We know him as one of Hollywood’s most multitalented leading men—he is an action star, a funnyman and a serious dramatic performer all rolled into one, an Academy Award-winning screenwriter and a gifted filmmaker. We see him at once as each of his title characters, Will Hunting, Pvt. James Francis Ryan and Jason Bourne.

We know him as a Bostonian, and we know that his best friend since he was 10 years old is Ben Affleck. We know that he was an amenable punch line in Team America: World Police, that raunchy puppet movie by the South Park guys—Maaaatt Damonnn.

We know he’s a family man, having recently renewed vows with the Argentinian-born Luciana Barroso, whom he originally married in a civil ceremony at New York City Hall in 2005, two years after they met in Florida, where she was working as a bartender and he was filming Stuck On You. We know him as a father to Stella, 2; Gia, 4; Isabella, 7; and Barroso’s child from a previous marriage, Alexia, 14.

In general, we know him as a pretty regular guy—a kid who made his own way to become a household name. But his out-of-nowhere rise to Hollywood fame isn’t what makes him a fit for SUCCESS. Instead, it’s his great passion for changing the world by helping to meet the most basic of human needs.

The boy next door with the beguiling smile, the man People once dubbed “The Sexiest Man Alive,” has taken on probably the least sexy cause ever: clean water and sanitation. And his devotion to improving the access to those essentials in the developing world goes far beyond lending his name to the philanthropy—it has become his life’s mission.

Perhaps only a performer with Damon’s versatility can charmingly joke about donning a bejeweled “mankini” for a recent role as Liberace’s lover in an HBO movie, and then as he did in our interview, seamlessly segue into an intense discussion about how to solve the globe’s water shortage and hygienic problems.

We know everything about Damon, but he just wants us to know about the plight of the poor in so many parts of India and throughout Africa. Across the globe, 780 million people lack ready access to clean water, and some 2.5 billion are without toilets.

“You know, a child dies every 21 seconds because they don’t have access to clean water or sanitation—once you know that, and once you see that, it is really hard not to do something,” he says, those piercing blue eyes revealing a passionate sincerity, “whatever you can, really.”

In his interview with SUCCESS, Damon expanded on the moment he realized his life’s work, back in 2000 on a trip to Zambia, when he went out to collect water with a 14-year-old girl from a village he was visiting. It was a long walk, and Damon talked to her about her hopes and plans.

She was going to go live in the big city and become a nurse.

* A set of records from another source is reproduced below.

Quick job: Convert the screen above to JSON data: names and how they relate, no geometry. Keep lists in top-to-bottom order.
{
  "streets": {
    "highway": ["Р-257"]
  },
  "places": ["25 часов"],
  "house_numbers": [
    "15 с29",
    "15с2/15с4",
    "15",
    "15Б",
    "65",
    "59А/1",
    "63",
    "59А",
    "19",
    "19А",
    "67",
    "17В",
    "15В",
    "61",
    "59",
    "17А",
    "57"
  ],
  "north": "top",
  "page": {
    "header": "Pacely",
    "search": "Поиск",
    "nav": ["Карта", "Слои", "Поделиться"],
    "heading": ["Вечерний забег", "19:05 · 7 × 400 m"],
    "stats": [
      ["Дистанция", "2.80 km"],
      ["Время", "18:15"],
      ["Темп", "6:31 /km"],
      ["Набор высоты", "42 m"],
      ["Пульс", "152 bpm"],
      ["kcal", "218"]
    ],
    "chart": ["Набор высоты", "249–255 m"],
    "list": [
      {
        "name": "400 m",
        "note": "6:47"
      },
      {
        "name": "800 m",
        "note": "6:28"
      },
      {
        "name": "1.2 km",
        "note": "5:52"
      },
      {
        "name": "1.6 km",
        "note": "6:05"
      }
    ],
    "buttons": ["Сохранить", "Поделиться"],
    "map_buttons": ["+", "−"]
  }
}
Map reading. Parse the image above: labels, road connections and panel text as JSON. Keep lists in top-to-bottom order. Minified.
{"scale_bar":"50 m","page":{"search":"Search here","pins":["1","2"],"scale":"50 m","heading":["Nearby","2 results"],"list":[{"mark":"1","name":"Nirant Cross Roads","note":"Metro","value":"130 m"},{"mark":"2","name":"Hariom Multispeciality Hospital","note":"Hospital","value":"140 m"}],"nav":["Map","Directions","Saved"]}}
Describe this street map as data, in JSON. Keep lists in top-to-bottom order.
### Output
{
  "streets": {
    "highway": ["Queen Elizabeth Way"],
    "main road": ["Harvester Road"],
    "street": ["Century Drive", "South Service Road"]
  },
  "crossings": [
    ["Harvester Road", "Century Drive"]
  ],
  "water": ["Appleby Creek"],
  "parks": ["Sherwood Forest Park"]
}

“I realized that if someone had not possessed the foresight to sink a bore well near where she lived, she wouldn’t have been able to go to school and she would have spent most of her time scavenging for water,” Damon says. “It just hit me how profound an impact access to safe water has on an individual, a family, an entire community. I can’t think of a cause that has a larger impact than access to safe drinking water and basic sanitation.”

In so many ways, the same upbringing that gave Damon the guile to bootstrap his film career also led him to this ultimate philanthropic work, the creation of Water.org with co-founder Gary White in 2009.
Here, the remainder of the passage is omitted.